How many lines in the material below contain the string "hidden"? Answer with the number alone.

MATERIAL FOR THIS TASK:
-- -- --
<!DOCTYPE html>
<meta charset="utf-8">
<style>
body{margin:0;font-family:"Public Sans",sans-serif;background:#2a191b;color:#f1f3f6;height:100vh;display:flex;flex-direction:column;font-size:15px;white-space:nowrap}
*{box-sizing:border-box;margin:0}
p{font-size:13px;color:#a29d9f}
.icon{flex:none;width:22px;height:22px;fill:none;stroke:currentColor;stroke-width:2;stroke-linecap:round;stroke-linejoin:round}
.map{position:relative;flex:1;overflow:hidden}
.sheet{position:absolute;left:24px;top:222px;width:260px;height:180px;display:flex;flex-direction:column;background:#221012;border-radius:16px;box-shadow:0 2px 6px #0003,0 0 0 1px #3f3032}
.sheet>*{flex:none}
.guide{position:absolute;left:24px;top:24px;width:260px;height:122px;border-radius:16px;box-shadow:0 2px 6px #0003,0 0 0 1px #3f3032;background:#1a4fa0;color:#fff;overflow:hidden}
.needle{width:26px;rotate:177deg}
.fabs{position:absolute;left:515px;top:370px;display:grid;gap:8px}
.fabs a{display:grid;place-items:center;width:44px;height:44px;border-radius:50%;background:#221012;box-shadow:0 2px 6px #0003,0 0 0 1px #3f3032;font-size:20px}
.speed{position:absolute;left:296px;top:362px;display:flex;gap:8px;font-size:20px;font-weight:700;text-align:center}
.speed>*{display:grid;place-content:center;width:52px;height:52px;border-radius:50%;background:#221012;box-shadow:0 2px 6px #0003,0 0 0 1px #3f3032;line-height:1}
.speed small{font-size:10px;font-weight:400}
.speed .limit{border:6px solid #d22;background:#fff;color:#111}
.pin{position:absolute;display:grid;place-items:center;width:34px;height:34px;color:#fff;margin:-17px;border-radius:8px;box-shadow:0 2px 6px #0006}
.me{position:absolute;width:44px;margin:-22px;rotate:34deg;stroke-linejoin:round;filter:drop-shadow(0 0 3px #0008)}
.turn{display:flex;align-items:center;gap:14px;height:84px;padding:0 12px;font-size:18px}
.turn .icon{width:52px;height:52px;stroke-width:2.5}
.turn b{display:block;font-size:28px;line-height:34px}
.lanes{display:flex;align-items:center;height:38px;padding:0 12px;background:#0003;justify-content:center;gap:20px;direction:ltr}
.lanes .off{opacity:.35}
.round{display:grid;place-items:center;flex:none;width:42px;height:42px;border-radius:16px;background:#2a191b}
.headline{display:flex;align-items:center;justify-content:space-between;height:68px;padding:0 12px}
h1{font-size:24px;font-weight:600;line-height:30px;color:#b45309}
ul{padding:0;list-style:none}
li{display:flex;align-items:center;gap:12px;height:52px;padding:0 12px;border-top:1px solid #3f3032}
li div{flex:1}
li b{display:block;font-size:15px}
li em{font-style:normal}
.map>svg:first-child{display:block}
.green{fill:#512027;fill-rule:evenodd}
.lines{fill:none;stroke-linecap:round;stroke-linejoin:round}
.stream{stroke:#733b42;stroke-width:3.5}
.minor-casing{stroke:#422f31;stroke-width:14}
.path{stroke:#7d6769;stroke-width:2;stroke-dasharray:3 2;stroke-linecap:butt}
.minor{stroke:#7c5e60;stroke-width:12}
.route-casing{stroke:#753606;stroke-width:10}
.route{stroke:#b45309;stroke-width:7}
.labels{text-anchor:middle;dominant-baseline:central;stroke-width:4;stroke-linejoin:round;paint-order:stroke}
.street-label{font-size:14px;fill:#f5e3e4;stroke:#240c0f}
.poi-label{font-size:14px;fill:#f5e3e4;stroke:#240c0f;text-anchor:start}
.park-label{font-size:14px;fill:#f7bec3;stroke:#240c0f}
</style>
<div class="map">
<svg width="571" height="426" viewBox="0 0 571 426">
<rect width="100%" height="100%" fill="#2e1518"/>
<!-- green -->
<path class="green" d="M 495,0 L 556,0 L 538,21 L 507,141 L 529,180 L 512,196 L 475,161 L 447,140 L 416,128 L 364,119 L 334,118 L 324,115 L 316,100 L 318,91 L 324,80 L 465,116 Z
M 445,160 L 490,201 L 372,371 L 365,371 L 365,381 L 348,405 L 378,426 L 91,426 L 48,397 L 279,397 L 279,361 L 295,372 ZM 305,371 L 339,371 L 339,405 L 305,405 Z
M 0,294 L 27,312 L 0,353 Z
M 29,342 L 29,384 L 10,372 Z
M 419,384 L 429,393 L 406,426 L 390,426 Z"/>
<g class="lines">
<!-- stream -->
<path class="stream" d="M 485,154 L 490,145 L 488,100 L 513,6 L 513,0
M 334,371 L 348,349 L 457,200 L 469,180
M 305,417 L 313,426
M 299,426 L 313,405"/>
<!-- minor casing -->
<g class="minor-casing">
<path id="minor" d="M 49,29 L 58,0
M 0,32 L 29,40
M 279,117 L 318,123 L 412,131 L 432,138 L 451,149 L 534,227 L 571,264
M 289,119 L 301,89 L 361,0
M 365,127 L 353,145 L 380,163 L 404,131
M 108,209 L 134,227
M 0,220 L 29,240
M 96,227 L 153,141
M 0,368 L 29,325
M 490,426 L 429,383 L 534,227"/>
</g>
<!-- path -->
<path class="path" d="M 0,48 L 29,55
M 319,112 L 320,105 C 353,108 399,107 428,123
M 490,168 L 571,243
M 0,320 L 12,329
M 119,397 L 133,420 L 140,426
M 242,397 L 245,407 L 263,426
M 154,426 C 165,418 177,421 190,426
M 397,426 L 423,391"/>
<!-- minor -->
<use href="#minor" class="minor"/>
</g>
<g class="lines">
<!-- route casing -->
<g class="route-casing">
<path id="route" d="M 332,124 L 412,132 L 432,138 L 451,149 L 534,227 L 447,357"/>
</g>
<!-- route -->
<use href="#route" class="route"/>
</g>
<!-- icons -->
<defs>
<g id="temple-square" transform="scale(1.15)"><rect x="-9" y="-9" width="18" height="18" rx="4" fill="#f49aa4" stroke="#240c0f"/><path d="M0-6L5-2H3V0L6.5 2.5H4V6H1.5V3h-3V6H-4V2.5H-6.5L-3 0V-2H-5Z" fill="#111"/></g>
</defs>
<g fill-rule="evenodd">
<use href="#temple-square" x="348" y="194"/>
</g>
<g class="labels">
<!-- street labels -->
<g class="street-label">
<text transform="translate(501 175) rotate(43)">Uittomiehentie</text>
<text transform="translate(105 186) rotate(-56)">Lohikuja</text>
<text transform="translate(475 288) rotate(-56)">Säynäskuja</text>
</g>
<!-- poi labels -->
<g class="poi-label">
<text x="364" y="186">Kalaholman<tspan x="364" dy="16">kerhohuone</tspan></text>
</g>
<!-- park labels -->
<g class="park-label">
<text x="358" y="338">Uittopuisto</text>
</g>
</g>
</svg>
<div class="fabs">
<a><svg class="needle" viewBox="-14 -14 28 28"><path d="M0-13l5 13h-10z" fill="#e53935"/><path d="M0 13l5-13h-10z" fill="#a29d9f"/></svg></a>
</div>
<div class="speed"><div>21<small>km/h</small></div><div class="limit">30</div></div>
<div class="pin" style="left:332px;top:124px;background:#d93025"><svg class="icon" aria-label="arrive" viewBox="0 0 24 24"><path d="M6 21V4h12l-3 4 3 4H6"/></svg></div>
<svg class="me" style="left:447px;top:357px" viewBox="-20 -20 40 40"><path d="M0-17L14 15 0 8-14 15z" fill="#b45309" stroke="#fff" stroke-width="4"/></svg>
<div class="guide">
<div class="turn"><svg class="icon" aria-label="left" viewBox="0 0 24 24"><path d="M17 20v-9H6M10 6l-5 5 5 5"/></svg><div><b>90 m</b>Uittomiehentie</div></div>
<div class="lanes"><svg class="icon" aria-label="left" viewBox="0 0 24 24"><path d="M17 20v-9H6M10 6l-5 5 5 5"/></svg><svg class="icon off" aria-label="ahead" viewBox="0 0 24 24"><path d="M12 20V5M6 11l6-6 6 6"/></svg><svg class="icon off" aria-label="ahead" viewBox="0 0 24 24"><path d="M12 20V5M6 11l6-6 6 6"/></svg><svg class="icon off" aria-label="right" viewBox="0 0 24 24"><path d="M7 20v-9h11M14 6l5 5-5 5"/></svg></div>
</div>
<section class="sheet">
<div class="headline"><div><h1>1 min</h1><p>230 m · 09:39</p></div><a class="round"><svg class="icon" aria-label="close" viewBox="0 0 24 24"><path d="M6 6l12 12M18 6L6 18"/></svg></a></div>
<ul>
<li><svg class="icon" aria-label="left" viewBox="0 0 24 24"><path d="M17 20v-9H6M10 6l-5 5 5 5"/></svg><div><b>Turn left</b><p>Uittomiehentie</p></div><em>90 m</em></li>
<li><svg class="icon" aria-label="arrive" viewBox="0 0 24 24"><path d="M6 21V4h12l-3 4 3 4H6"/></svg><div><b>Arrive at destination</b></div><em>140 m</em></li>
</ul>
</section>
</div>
-- -- --
REPLY: 2